> **REQUIRED ACTION**:
In your copy of the data below, reproduce every entry exactly and omit the pictures.

> **LISTED RECORDS**:
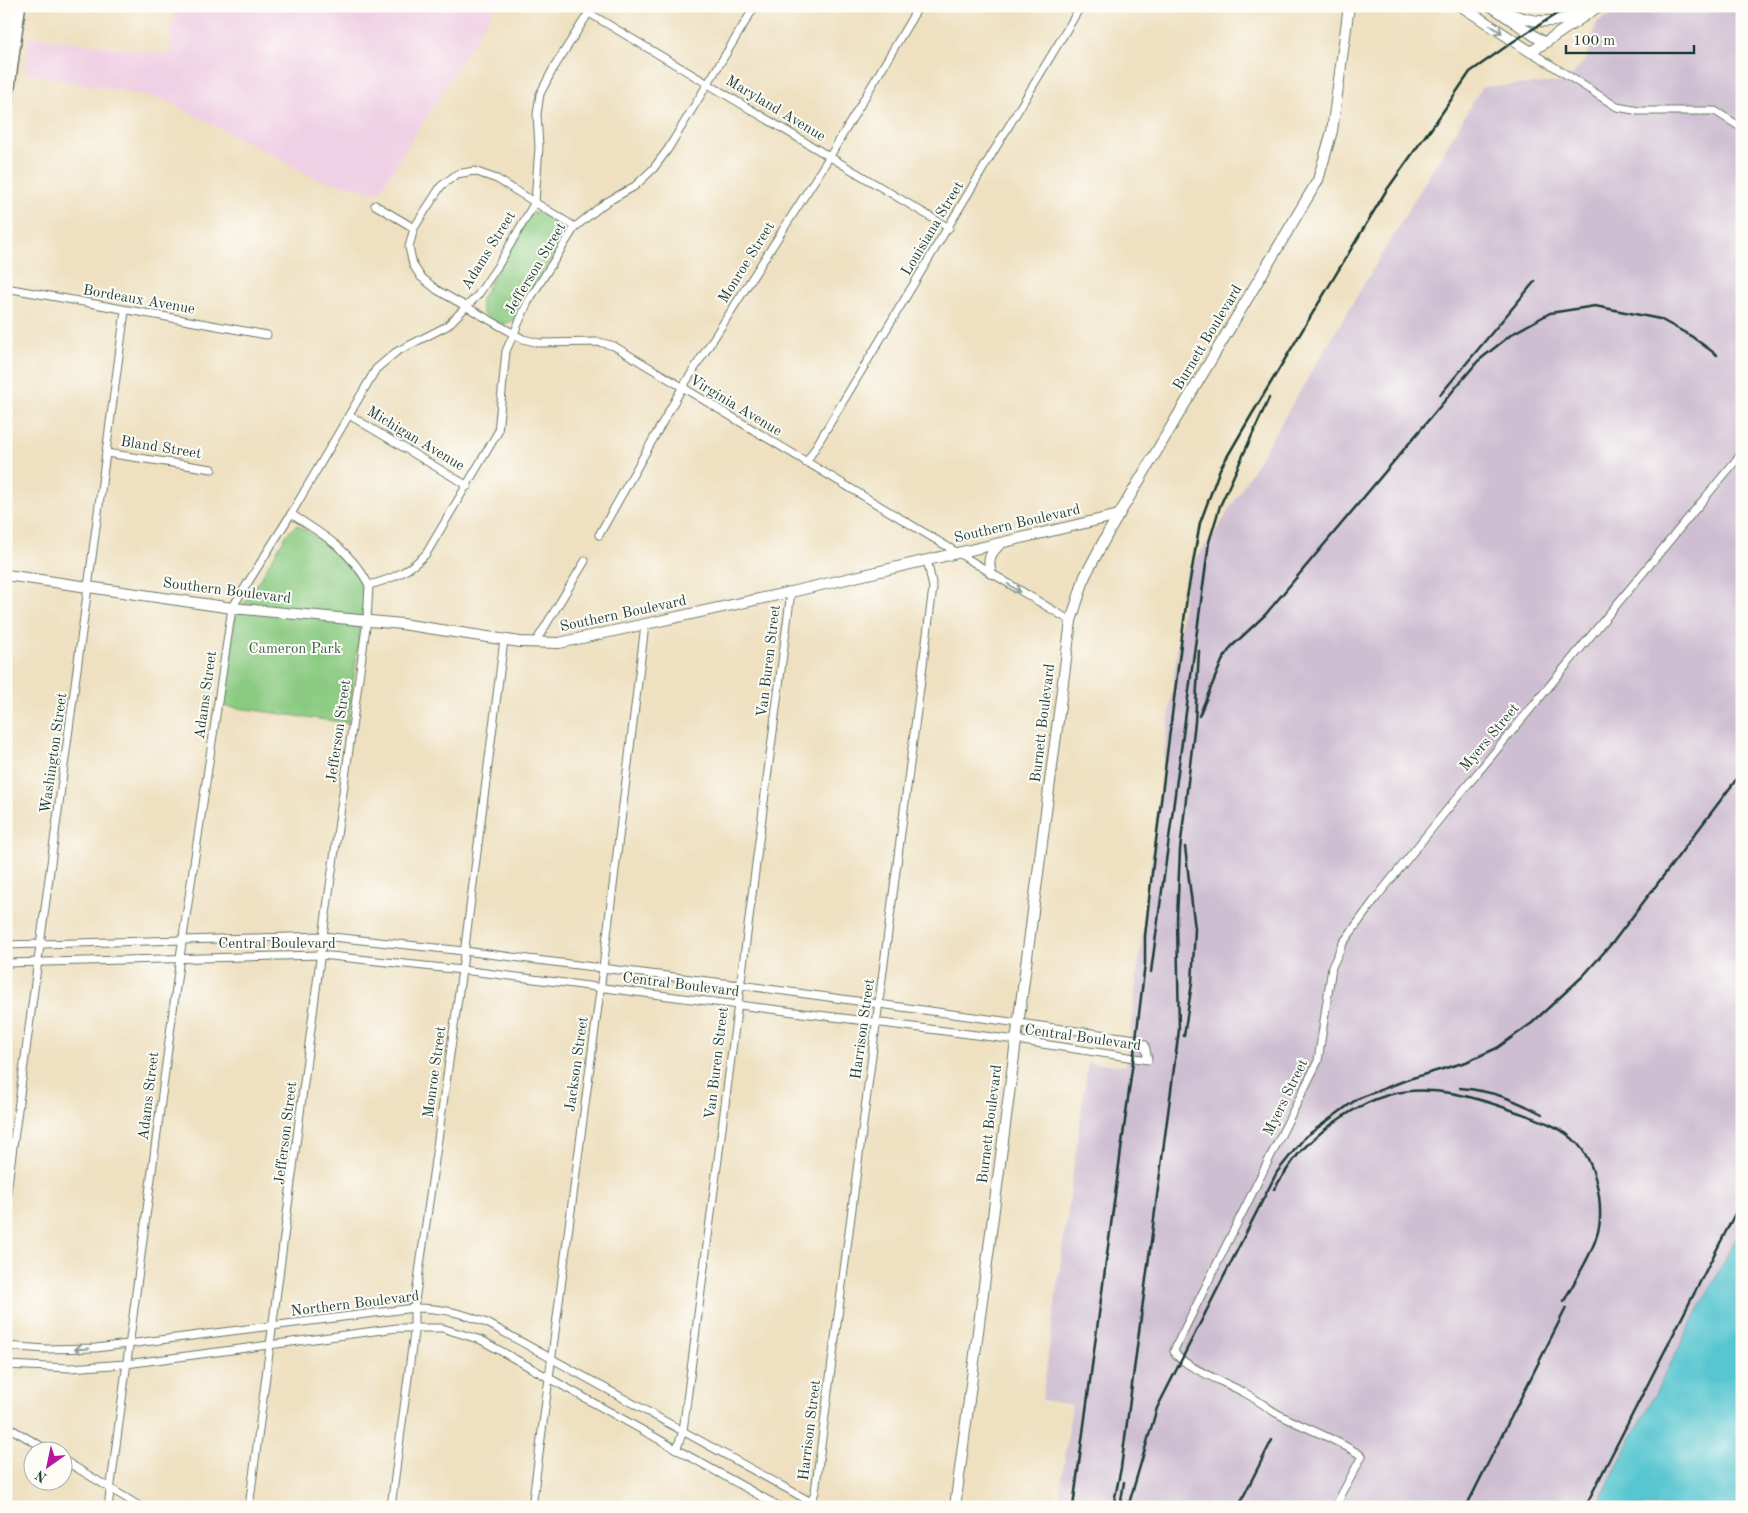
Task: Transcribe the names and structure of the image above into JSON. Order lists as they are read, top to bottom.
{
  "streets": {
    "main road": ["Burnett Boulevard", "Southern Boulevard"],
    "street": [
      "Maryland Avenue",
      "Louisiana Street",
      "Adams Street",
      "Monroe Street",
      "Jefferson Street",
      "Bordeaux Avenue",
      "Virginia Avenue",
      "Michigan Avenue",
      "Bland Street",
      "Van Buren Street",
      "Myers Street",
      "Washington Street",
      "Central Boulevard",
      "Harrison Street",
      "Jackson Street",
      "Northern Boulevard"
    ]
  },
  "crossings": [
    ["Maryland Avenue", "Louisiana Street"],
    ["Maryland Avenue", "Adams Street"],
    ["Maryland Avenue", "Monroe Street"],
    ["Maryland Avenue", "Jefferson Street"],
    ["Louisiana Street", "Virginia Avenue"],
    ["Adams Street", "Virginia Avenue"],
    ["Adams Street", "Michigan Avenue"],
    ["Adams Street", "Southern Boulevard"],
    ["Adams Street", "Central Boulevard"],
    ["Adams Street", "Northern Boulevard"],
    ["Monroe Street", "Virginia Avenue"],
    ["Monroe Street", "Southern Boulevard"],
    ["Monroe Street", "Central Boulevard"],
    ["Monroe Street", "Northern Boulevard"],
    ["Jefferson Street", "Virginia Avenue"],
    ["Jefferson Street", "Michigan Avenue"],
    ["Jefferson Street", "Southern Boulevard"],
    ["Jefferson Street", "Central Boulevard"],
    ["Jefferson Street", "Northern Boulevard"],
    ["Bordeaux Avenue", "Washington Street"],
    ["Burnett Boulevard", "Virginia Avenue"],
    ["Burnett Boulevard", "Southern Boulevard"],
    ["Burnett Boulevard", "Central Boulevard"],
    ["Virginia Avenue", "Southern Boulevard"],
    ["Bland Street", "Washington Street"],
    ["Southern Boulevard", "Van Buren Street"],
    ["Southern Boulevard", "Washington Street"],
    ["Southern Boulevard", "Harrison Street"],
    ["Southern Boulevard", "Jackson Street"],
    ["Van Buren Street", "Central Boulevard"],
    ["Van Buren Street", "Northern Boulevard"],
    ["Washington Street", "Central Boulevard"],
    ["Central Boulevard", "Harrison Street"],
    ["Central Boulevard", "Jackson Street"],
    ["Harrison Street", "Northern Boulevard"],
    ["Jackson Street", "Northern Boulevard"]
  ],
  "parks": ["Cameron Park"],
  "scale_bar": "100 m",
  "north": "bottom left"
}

> **WRITTEN ANSWER**:
Task: Transcribe the names and structure of the image above into JSON. Order lists as they are read, top to bottom.
{
  "streets": {
    "main road": ["Burnett Boulevard", "Southern Boulevard"],
    "street": [
      "Maryland Avenue",
      "Louisiana Street",
      "Adams Street",
      "Monroe Street",
      "Jefferson Street",
      "Bordeaux Avenue",
      "Virginia Avenue",
      "Michigan Avenue",
      "Bland Street",
      "Van Buren Street",
      "Myers Street",
      "Washington Street",
      "Central Boulevard",
      "Harrison Street",
      "Jackson Street",
      "Northern Boulevard"
    ]
  },
  "crossings": [
    ["Maryland Avenue", "Louisiana Street"],
    ["Maryland Avenue", "Adams Street"],
    ["Maryland Avenue", "Monroe Street"],
    ["Maryland Avenue", "Jefferson Street"],
    ["Louisiana Street", "Virginia Avenue"],
    ["Adams Street", "Virginia Avenue"],
    ["Adams Street", "Michigan Avenue"],
    ["Adams Street", "Southern Boulevard"],
    ["Adams Street", "Central Boulevard"],
    ["Adams Street", "Northern Boulevard"],
    ["Monroe Street", "Virginia Avenue"],
    ["Monroe Street", "Southern Boulevard"],
    ["Monroe Street", "Central Boulevard"],
    ["Monroe Street", "Northern Boulevard"],
    ["Jefferson Street", "Virginia Avenue"],
    ["Jefferson Street", "Michigan Avenue"],
    ["Jefferson Street", "Southern Boulevard"],
    ["Jefferson Street", "Central Boulevard"],
    ["Jefferson Street", "Northern Boulevard"],
    ["Bordeaux Avenue", "Washington Street"],
    ["Burnett Boulevard", "Virginia Avenue"],
    ["Burnett Boulevard", "Southern Boulevard"],
    ["Burnett Boulevard", "Central Boulevard"],
    ["Virginia Avenue", "Southern Boulevard"],
    ["Bland Street", "Washington Street"],
    ["Southern Boulevard", "Van Buren Street"],
    ["Southern Boulevard", "Washington Street"],
    ["Southern Boulevard", "Harrison Street"],
    ["Southern Boulevard", "Jackson Street"],
    ["Van Buren Street", "Central Boulevard"],
    ["Van Buren Street", "Northern Boulevard"],
    ["Washington Street", "Central Boulevard"],
    ["Central Boulevard", "Harrison Street"],
    ["Central Boulevard", "Jackson Street"],
    ["Harrison Street", "Northern Boulevard"],
    ["Jackson Street", "Northern Boulevard"]
  ],
  "parks": ["Cameron Park"],
  "scale_bar": "100 m",
  "north": "bottom left"
}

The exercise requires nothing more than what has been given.